И еще захотелось мне дать хоть слабое понятие о душе человека и художника, который всех поражал неистовством своей необузданной фантазии; художника, который создавал полотна, где горы давили зрителя своей тяжестью, где ясно ощущались тысячелетия, застрявшие в змеевидных ущельях, и где в причудливых сплетениях корчились тела с запрокинутыми в исступлении страсти головами. Пышущие пламенем губы рвали там огненные поцелуи с задымившихся ртов…
Да, этот человек всегда отличался от нас, обыкновенных уравновешенных людей. Только он мог, покидая концертный зал, изливаться мне в странных жалобах:
- Почему мир так жесток? В нем есть волшебные звуки, музыка, говорящая духу и окрыляющая его возвышенным обманом о любви и вечной красоте, которых мы никогда не встречали среди людей!..

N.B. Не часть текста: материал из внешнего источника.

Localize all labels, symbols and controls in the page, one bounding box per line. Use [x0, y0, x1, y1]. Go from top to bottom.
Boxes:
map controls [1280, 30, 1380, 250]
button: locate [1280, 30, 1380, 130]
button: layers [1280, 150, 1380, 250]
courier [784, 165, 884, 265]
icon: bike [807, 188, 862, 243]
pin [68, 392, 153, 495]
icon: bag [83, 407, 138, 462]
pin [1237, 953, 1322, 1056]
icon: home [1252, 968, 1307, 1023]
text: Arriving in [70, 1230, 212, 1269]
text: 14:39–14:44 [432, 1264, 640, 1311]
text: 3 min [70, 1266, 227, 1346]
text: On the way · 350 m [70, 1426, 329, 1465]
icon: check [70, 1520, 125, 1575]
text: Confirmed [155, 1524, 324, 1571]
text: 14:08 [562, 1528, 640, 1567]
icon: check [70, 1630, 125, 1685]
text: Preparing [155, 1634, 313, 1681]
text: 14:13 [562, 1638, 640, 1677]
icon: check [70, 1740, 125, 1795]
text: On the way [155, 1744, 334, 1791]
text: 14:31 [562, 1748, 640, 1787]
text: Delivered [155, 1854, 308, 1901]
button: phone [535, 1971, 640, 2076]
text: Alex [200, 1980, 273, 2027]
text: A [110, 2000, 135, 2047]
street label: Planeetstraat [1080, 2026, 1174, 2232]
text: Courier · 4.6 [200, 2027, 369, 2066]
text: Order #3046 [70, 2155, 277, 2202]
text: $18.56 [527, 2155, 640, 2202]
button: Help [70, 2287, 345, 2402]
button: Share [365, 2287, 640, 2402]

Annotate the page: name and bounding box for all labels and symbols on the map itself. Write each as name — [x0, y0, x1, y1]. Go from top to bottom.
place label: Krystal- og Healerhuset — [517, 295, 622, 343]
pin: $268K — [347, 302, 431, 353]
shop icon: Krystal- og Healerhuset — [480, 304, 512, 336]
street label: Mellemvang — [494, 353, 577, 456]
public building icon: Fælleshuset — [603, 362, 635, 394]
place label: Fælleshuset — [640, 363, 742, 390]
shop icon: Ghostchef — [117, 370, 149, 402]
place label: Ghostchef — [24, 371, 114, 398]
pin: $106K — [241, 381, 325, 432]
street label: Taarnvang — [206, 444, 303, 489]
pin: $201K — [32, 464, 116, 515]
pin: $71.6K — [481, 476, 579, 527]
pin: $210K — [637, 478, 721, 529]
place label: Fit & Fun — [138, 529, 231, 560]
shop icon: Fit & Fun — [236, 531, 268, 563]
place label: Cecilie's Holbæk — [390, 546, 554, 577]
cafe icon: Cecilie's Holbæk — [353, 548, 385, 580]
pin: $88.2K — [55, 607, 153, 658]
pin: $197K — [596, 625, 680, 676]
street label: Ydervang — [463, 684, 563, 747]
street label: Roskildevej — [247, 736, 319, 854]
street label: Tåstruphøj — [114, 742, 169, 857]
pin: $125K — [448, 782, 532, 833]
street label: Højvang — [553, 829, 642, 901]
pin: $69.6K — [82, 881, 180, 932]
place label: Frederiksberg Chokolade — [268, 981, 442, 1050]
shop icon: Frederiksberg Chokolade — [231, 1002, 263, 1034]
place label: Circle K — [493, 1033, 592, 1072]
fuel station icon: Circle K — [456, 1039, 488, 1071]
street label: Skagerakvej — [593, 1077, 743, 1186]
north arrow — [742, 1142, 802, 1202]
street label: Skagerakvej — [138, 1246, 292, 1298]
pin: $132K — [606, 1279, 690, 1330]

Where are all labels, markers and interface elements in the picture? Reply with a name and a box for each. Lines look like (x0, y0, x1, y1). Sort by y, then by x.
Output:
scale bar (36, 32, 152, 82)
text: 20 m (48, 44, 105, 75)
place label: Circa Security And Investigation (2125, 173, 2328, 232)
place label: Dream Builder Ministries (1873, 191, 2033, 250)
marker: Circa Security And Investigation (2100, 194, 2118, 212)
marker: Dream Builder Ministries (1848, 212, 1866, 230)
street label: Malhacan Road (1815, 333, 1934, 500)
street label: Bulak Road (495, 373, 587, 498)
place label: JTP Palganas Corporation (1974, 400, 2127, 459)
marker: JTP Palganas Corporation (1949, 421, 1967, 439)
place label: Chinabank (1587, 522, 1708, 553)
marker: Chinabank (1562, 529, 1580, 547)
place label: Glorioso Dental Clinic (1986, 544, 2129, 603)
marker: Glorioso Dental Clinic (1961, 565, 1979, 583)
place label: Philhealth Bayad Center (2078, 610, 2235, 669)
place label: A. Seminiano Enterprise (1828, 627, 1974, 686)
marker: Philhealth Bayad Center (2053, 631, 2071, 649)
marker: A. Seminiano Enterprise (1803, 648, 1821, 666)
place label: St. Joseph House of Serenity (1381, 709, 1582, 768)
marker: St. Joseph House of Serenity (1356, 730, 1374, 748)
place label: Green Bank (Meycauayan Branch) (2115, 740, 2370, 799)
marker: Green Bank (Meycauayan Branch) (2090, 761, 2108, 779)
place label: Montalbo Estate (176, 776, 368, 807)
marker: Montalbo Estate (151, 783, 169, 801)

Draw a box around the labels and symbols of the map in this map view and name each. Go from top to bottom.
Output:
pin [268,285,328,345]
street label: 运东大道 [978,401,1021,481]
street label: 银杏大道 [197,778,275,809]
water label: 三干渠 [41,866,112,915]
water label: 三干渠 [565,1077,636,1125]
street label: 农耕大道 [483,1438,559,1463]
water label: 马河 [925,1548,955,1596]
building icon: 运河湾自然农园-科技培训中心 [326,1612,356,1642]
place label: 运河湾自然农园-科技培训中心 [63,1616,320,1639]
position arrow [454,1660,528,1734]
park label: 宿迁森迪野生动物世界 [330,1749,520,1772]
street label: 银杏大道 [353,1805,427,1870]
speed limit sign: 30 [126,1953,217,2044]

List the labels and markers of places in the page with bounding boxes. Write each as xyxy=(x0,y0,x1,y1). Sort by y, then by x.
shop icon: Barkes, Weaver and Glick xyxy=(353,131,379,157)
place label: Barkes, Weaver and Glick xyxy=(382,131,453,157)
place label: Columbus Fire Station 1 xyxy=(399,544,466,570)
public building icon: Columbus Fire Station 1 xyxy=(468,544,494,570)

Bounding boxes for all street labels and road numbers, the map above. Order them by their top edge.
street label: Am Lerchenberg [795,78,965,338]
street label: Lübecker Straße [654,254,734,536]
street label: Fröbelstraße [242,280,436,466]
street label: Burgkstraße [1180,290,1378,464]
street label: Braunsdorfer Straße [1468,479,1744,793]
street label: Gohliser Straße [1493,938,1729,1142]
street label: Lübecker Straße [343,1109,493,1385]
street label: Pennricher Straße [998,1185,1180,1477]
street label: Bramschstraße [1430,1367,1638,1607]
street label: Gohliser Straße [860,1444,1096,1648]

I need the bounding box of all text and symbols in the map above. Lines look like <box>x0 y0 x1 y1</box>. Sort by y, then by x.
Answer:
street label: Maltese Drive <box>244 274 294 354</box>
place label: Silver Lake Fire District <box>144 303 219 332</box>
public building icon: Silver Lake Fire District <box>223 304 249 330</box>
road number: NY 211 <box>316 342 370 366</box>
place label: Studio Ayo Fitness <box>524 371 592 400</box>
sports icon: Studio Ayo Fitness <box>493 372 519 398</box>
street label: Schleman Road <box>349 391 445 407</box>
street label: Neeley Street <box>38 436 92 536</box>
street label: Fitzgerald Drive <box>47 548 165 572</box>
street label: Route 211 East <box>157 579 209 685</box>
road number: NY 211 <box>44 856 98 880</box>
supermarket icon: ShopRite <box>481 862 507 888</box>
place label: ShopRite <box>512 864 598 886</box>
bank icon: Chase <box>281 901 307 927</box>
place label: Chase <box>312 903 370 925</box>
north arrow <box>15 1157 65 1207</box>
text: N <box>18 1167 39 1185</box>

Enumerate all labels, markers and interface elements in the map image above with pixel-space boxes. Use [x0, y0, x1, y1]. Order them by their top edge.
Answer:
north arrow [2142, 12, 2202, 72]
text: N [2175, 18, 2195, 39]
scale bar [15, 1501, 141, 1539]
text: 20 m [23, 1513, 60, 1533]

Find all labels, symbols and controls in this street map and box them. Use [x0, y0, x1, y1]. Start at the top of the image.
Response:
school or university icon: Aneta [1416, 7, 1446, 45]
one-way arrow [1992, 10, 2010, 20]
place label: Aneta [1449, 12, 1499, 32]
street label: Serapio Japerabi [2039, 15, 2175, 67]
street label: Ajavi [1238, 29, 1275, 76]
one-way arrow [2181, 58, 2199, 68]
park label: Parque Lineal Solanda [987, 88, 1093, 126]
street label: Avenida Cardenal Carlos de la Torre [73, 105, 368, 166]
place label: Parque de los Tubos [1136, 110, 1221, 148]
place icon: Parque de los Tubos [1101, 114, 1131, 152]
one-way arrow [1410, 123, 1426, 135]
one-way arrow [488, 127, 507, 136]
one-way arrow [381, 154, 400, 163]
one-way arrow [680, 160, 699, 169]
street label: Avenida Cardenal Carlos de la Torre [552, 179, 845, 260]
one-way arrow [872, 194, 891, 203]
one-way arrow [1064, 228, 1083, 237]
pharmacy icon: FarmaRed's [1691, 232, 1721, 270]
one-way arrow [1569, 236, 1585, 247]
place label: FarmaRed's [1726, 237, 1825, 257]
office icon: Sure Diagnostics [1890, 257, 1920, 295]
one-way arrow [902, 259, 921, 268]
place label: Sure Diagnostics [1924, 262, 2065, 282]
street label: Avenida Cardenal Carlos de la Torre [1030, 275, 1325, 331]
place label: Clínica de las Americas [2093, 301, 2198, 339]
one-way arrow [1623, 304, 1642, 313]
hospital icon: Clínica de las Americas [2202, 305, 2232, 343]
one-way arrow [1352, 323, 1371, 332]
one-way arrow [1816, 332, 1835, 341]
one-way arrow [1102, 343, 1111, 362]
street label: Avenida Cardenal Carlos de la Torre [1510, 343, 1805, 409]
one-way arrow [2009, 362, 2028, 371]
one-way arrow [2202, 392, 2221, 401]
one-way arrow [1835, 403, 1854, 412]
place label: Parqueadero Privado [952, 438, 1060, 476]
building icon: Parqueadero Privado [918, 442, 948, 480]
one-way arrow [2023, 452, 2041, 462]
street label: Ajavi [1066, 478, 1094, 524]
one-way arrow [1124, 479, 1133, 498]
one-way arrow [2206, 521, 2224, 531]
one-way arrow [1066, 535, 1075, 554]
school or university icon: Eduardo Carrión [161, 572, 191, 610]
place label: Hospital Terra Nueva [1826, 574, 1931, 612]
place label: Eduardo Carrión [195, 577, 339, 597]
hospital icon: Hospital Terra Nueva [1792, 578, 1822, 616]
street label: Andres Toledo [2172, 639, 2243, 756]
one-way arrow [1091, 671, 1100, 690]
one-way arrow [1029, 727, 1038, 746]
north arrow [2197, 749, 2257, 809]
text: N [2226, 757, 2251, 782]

Это он, первый раз услышав гавайскую мелодию, распродал все пожитки и поехал на родину этих стонущих мелодий, чтоб остаться там навеки… Но так же быстро он вернулся оттуда возмущенный, и говорил, что Гавайи - громадный публичный дом для команд и пассажиров тихоокеанских судов! По его мнению, счастье и любовь покинули эту страну, как только там стали высаживаться купцы и чиновники цивилизованных стран… Он был жестоко обманут!
И гибель этого человека началась как раз с того дня, когда он приехал ко мне, в затерянный в горной стране Чен-бо-шань китайский городок.
Я сдавал там китайскому коммерсанту партию жатвенных машин и имел неосторожность написать Багрову о прелести окрестных гор с вечно сизой пеленой дымчатого тумана и про девственные трущобы.
А через три дня после отправления письма Багров рано утром появился в моей комнате и со смехом стал тормошить меня в постели: я еще не вставал.